We can hold a mirror in our pockets, and we can use it or pay no attention to it during a long day; but, for certain people, mirrors are a matter of life and death. Not just a passing thought, particularly for those with negative feelings regarding their body image, is the fascination with looking at a mirror; this is known as dysmorphophobia or body dysmorphic disorder (BDD).
BDD is a latent psychiatric illness that induces anger and anxiety; depression, social phobia, and even suicide attempts also follow it. Scientific studies have shown that symptoms of the disease can occur from five to eighty years of age, and that both men and women are affected by the disease. Some compulsive behaviours are typically established by people with BDD, such as constantly checking their appearance using mirrors and reflective surfaces or avoiding looking at them at all.
BDD occurs in different ways, such as repeated application of makeup, persistent change of sitting posture, or wearing heavy or loose clothes to mask perceived body defects. Other signs include repeated form and appearance queries, contrasting their appearance and shape to others, aggressiveness, excessive exercise, regular use of sun-tanning or skin lightening products, and frequent exposure without sufficient satisfaction to medical procedures and cosmetic procedures.
BDD needs a doctor who is trained in dealing with this condition or in treating related conditions as a form of mental illness, such as obsessive-compulsive disorder, eating disorders, etc. Selective serotonin reuptake inhibitors (SSRIs), used in the treatment of depression, anxiety, and compulsive disorders, are administered by physicians for treatment.
By improving the way of thinking and results, or generally using an Exposure Response Prevention (ERP) process, doctors could also resort to behavioral and cognitive therapy. In addition to understanding the things that motivate the occurrence of these symptoms, and discovering new ways of thinking and coping with compulsive behaviors, the patient is increasingly introduced to conditions that intrigue compulsive thoughts and a sense of stress against appearance. The doctor can also hold group discussions with individuals who have encountered similar issues, likely in the presence of members of the family. For those who have mild to moderate symptoms, this method is applicable.
Scientists have recently warned against the inappropriate use of technology and certain smartphone apps. As per the health.com website, they contribute significantly to resorting to cosmetic surgery; applying face filters could make certain people feel that without them, their faces are distorted. Surgeons find that 55 percent of patients undergo cosmetic surgery to enhance their appearance in selfies, which rose from 42 percent in 2015, according to the JAMA Facial Plastic Surgery medical journal.

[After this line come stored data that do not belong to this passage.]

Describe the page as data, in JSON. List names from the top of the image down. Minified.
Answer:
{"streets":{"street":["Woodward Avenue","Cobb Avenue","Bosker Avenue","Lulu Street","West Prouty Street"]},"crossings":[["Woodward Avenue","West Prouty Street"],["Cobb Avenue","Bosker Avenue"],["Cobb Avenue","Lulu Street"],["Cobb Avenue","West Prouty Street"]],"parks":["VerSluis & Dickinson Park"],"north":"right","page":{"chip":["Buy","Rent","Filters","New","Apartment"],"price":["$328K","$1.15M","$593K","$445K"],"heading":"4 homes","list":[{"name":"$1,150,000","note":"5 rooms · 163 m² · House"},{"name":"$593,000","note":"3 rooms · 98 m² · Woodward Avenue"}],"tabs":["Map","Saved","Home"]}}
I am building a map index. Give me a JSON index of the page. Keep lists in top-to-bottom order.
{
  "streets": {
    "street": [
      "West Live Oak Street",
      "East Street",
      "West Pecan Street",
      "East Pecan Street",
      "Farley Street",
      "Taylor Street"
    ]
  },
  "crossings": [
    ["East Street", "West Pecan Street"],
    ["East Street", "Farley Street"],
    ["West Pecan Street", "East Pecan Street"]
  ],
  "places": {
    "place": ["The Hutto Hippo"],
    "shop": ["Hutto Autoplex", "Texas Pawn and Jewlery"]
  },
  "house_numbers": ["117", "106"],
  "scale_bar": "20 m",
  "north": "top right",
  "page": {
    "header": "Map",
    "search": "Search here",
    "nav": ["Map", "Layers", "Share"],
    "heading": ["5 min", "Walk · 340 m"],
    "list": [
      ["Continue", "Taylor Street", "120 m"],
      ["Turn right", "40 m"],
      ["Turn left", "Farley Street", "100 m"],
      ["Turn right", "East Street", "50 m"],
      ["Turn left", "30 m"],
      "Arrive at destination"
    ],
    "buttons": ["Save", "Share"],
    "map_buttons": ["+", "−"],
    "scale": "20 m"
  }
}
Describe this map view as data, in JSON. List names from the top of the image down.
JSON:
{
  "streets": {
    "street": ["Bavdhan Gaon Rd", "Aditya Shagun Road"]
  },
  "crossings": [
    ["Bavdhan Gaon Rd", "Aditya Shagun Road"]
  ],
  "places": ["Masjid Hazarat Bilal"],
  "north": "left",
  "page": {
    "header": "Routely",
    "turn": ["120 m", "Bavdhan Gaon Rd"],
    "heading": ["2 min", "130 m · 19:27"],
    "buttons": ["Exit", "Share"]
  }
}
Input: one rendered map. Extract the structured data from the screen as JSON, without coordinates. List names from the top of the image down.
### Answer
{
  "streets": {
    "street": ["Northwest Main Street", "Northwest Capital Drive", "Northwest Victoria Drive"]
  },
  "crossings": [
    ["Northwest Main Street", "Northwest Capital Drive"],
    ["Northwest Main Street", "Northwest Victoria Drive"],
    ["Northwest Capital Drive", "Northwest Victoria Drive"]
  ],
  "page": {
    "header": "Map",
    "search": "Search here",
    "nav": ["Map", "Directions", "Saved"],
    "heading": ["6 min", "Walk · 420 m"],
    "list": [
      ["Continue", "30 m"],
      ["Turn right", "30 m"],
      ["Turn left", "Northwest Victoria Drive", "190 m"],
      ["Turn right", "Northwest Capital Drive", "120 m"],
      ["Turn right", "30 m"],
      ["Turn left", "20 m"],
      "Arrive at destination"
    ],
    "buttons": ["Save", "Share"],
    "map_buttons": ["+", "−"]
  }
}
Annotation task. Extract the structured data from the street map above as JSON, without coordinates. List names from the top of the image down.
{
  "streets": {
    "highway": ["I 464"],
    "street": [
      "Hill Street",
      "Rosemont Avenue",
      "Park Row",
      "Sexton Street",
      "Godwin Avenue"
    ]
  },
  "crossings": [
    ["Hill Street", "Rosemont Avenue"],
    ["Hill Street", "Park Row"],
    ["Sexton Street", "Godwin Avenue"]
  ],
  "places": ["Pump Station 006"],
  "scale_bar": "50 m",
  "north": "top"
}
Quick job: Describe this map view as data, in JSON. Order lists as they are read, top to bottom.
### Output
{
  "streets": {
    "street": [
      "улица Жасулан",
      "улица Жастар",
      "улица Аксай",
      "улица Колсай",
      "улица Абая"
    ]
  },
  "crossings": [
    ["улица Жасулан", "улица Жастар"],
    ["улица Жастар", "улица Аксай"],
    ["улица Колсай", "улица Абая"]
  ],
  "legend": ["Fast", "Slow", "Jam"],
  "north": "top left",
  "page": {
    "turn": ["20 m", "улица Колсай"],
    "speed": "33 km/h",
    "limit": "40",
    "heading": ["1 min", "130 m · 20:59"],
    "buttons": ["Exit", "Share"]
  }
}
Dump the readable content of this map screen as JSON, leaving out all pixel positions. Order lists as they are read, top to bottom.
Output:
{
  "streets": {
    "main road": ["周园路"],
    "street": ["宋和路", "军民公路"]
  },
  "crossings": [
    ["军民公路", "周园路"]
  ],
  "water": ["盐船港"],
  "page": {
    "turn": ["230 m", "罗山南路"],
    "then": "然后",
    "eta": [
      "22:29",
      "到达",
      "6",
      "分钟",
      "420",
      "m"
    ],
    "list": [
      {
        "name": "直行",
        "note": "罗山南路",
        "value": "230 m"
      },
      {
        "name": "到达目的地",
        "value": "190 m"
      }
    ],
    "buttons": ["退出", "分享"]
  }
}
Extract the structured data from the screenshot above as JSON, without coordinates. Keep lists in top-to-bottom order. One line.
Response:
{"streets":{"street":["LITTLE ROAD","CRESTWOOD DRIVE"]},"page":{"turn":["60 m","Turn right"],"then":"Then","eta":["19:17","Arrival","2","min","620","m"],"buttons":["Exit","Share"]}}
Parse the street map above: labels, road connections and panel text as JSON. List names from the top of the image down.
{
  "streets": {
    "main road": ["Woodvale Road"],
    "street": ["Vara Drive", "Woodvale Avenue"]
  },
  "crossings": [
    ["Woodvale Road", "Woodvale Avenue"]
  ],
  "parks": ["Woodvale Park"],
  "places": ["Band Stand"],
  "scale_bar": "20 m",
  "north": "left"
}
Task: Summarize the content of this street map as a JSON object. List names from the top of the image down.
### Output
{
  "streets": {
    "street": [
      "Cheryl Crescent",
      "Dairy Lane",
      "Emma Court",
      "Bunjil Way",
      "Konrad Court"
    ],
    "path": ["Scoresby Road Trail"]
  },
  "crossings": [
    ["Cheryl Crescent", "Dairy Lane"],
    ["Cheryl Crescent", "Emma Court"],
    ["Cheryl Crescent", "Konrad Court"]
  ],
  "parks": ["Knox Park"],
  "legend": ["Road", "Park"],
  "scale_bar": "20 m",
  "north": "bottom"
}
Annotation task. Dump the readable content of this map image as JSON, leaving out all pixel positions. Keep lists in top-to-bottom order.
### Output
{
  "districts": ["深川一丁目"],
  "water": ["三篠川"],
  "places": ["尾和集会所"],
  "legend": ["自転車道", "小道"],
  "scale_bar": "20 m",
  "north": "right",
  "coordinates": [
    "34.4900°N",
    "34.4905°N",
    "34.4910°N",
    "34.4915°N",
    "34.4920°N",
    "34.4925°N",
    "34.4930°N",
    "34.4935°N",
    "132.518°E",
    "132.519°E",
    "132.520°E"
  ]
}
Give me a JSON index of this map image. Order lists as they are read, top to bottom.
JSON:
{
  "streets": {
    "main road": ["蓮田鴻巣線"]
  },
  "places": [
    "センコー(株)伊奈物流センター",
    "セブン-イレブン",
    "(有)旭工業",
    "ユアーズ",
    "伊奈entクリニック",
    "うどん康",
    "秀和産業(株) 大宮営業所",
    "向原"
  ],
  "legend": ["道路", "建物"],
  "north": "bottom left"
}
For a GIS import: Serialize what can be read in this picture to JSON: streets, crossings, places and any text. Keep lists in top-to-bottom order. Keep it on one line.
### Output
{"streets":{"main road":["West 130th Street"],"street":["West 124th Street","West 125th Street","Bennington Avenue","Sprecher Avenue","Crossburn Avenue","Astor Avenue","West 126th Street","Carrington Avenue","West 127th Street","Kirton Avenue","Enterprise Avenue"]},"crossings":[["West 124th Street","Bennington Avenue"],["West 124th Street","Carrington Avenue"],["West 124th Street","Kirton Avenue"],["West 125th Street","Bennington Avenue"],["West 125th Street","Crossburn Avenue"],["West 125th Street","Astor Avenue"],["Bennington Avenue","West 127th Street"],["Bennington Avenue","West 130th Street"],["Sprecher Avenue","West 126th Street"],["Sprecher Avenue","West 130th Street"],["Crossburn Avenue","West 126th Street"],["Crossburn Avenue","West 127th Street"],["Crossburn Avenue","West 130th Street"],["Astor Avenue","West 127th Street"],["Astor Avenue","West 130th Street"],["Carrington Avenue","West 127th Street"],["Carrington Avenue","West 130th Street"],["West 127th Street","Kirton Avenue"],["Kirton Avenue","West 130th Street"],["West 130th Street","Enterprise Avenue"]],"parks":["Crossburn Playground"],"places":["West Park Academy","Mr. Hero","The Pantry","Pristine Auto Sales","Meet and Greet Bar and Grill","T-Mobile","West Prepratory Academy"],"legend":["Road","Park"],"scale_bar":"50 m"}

An electronic gadget called HiMirror, which has an in-built camera and measures the condition of the skin on a scale of 1-100 percent, was unveiled by the Daily Mail. The system offers a skincare routine that discusses your personal needs and provides esthetic tips; this makes doctors view such new technologies as explanations for BDD, which leads to psychological problems. In Britain, figures also show that one in fifty individuals suffers from this condition.
Finally, recent studies have suggested some strategies to strengthen your relationship with yourself, such as self-care, consuming healthy foods, and doing workouts such as running and yoga, when dealing with the condition. It is also beneficial to write diaries to convey anxiety, rage, etc., so you will know the strategies you want to resolve as you obey your feelings and mood swings. Last but not least, performing charitable work brings out the best characteristics of the patient and helps to embrace oneself.